In this research, we present results from high-resolution 2D and 3D numerical simulations of the interaction of a first-mode internal wave field with an idealized shelf break. Our emphasis is to obtain an understanding of the partitioning of the internal wave energy over the course of the interaction process and gain insight into the dynamics of the onshore propagating internal boluses that form as a result of the interaction.
MScEng Research Thesis: Turbulent Mixing and Dispersion in Environmental Flows (2001-2002) Advisor - Professor Derek Stretch..
Direct numerical simulations are used to study mixing and dispersion in decaying stably stratified turbulence from a Lagrangian perspective.
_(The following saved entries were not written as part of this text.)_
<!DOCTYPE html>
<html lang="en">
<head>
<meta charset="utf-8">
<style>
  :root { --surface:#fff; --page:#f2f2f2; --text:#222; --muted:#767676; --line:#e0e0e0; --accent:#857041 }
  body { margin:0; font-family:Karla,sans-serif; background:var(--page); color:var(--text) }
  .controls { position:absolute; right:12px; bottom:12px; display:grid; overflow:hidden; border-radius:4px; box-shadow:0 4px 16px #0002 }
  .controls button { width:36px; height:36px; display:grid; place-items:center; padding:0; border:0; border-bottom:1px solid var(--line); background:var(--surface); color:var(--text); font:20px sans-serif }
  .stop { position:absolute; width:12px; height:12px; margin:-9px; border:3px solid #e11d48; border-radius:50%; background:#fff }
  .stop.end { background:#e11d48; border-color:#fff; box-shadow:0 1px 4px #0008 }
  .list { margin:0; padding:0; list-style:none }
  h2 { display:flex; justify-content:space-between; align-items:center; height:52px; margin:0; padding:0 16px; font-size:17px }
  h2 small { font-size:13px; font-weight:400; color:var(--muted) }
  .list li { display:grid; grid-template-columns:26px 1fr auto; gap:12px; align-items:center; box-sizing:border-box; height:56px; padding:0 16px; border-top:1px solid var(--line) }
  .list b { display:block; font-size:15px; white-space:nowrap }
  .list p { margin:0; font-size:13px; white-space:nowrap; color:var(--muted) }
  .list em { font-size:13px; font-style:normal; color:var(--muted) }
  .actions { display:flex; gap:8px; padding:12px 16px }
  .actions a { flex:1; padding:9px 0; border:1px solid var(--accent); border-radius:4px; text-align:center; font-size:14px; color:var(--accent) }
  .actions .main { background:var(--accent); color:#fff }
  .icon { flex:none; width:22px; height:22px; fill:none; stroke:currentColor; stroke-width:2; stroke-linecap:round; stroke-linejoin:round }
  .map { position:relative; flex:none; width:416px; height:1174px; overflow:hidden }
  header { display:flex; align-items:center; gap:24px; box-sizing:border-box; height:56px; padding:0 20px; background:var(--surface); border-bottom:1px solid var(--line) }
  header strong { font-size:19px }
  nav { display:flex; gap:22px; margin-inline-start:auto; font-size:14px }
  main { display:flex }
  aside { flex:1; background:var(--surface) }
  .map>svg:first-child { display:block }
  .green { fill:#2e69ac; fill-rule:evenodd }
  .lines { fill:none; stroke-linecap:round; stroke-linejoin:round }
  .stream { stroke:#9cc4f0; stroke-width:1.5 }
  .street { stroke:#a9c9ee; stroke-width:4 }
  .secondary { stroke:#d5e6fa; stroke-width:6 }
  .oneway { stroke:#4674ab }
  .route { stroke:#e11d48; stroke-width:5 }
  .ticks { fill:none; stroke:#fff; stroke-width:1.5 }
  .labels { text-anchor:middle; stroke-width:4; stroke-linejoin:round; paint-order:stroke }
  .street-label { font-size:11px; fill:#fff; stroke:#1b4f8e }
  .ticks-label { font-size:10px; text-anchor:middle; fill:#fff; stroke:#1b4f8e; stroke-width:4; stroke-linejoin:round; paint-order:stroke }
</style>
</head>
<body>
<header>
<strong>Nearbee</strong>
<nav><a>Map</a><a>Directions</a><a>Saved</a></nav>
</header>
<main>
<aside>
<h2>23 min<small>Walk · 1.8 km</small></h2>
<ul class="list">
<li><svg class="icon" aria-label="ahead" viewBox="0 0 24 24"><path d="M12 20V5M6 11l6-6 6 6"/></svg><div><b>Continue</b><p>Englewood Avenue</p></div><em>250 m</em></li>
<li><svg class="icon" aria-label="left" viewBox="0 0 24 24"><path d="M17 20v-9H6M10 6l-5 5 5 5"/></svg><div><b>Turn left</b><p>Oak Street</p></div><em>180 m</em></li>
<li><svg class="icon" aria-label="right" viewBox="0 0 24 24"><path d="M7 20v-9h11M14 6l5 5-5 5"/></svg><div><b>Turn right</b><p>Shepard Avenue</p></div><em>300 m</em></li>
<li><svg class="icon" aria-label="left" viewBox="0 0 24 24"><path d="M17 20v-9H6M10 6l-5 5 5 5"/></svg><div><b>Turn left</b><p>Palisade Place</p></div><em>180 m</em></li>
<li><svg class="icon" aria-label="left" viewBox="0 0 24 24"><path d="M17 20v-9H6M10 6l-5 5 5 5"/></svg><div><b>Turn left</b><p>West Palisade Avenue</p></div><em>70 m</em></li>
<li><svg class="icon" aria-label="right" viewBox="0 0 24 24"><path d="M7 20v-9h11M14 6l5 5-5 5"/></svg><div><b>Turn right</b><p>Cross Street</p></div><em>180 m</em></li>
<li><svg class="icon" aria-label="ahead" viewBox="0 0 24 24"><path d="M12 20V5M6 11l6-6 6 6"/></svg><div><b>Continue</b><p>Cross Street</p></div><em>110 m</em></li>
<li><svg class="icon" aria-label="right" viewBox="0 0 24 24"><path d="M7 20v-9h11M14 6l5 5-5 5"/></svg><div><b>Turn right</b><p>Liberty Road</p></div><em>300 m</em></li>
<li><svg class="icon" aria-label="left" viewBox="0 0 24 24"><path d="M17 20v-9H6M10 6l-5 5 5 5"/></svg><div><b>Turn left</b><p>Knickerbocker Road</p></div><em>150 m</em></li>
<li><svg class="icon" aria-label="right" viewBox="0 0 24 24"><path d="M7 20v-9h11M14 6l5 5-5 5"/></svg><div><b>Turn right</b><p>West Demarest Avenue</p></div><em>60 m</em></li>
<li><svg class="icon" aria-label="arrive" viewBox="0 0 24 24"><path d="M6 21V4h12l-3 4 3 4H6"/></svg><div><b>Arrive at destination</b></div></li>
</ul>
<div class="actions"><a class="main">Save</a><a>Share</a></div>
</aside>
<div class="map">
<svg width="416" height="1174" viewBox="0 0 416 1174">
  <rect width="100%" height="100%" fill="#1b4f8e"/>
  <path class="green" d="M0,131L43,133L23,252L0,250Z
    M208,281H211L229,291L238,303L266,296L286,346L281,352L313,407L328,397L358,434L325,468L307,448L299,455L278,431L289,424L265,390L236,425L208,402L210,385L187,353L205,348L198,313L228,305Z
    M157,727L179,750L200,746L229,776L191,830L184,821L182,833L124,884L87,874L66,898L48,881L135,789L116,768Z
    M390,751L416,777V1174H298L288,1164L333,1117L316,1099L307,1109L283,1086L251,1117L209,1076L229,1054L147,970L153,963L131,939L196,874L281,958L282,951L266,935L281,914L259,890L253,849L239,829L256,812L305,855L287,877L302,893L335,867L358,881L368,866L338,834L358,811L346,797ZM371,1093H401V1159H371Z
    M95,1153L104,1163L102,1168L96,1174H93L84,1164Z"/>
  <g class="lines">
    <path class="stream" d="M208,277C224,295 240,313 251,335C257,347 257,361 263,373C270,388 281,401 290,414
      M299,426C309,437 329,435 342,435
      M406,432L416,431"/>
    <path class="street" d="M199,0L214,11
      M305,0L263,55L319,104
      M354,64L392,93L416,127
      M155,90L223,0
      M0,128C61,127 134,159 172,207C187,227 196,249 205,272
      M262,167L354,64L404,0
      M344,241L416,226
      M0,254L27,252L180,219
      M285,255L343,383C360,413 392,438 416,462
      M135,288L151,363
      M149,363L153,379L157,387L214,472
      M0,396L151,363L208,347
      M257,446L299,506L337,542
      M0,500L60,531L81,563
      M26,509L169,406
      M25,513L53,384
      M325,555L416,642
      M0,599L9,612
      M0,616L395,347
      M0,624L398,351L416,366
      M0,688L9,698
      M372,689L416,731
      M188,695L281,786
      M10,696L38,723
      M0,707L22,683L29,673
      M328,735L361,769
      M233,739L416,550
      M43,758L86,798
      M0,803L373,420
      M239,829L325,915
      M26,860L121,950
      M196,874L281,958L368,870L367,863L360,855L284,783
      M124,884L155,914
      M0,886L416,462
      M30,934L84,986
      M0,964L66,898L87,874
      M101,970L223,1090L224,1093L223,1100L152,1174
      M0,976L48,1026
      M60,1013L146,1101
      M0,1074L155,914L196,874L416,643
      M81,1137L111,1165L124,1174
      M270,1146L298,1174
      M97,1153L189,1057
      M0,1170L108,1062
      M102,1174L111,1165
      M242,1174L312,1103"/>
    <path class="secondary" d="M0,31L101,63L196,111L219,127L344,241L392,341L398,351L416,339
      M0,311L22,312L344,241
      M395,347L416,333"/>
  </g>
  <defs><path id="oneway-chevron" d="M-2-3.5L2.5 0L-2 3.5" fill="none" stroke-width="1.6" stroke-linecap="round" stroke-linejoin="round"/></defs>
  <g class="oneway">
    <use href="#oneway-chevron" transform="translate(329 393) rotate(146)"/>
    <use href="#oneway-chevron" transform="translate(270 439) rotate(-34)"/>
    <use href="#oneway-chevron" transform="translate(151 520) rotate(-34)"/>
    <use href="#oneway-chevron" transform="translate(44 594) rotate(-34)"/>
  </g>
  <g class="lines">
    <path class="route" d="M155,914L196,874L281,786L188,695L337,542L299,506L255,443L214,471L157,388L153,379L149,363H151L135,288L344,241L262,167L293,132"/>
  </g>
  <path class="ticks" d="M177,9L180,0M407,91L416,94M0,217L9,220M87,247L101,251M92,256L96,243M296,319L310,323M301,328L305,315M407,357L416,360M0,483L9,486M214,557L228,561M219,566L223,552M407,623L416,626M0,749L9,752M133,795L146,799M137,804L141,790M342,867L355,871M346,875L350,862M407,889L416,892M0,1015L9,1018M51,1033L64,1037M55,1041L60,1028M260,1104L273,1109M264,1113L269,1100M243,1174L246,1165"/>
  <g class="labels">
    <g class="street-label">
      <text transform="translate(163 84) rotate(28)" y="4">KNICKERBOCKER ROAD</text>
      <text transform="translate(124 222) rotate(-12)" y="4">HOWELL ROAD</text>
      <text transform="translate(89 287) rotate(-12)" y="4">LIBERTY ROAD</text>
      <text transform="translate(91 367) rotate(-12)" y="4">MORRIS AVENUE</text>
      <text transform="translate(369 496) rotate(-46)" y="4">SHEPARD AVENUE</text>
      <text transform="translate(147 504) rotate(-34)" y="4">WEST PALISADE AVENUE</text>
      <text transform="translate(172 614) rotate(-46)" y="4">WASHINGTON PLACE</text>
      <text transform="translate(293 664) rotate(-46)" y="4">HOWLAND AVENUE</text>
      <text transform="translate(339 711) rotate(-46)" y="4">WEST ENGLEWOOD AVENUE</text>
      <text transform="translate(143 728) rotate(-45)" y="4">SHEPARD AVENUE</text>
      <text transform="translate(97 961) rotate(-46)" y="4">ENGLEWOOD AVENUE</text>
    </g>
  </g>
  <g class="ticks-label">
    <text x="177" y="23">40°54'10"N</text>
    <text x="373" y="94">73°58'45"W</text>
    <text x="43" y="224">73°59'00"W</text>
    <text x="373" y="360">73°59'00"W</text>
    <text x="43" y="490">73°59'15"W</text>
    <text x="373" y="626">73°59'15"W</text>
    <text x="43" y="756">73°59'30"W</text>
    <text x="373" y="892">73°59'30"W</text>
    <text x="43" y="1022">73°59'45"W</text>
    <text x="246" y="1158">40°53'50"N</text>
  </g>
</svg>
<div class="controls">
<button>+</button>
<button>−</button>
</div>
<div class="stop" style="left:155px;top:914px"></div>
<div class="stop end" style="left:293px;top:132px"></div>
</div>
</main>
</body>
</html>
The change in density of fluid particles due to small scale mixing is extracted from the simulations to provide insight into the mixing process. These changes are driven by temporally and spatially intermittent events that are strongly suppressed as the stratification increases and overturning motions disappear. This occurs for times Nt > 2&pi i.e. after one buoyancy period, where N is the buoyancy frequency. The role of small scale mixing processes in the density (or buoyancy) flux is analyzed. After an initial transient, we find that diapycnal displacements due to mixing dominate the dispersion of fluid particles, even in weak stratification. The relationship between the diapycnal diffusivity and vertical dispersion coefficients is found to be strongly dependent on stratification. Models for the mixing following fluid particles are investigated. The timescale for the density changes due to small scale mixing is shown to be approximately independent of N and instead remains linked to the energy decay timescale which is relatively insensitive to stratification. There are large changes in the structure of these flows as they evolve under the influence of buoyancy forces. We investigate these changes and their relationship to mixing. We find that strong mixing events are closely linked to the presence of overturning regions in the flow, and that they occur close to (but not within) these regions. The results reported here have implications for the development of improved models of diffusion in stably stratified turbulence. Further Development of this work has led to several new insights into modelling mixing in such flows and this work has been published in the Journal of Fluid Mechanics .
BScEng final year dissertation: Mixing Efficiency in Environmental Flows (2000).
My final year (undergraduate) dissertation was on mixing efficiency in environmental flows using direct numerical simulations, supervised by Professor Derek Stretch. My interest in water engineering lead me to undertake my final year (4th year of BScEng degree) design project on the design of a gravity dam on the Mooi River in South Africa, covering hydrological, hydraulic and structural engineering aspects. This project was supervised by Professor G G S Pegram. The project received an award for excellence from the Concrete Society of South Africa.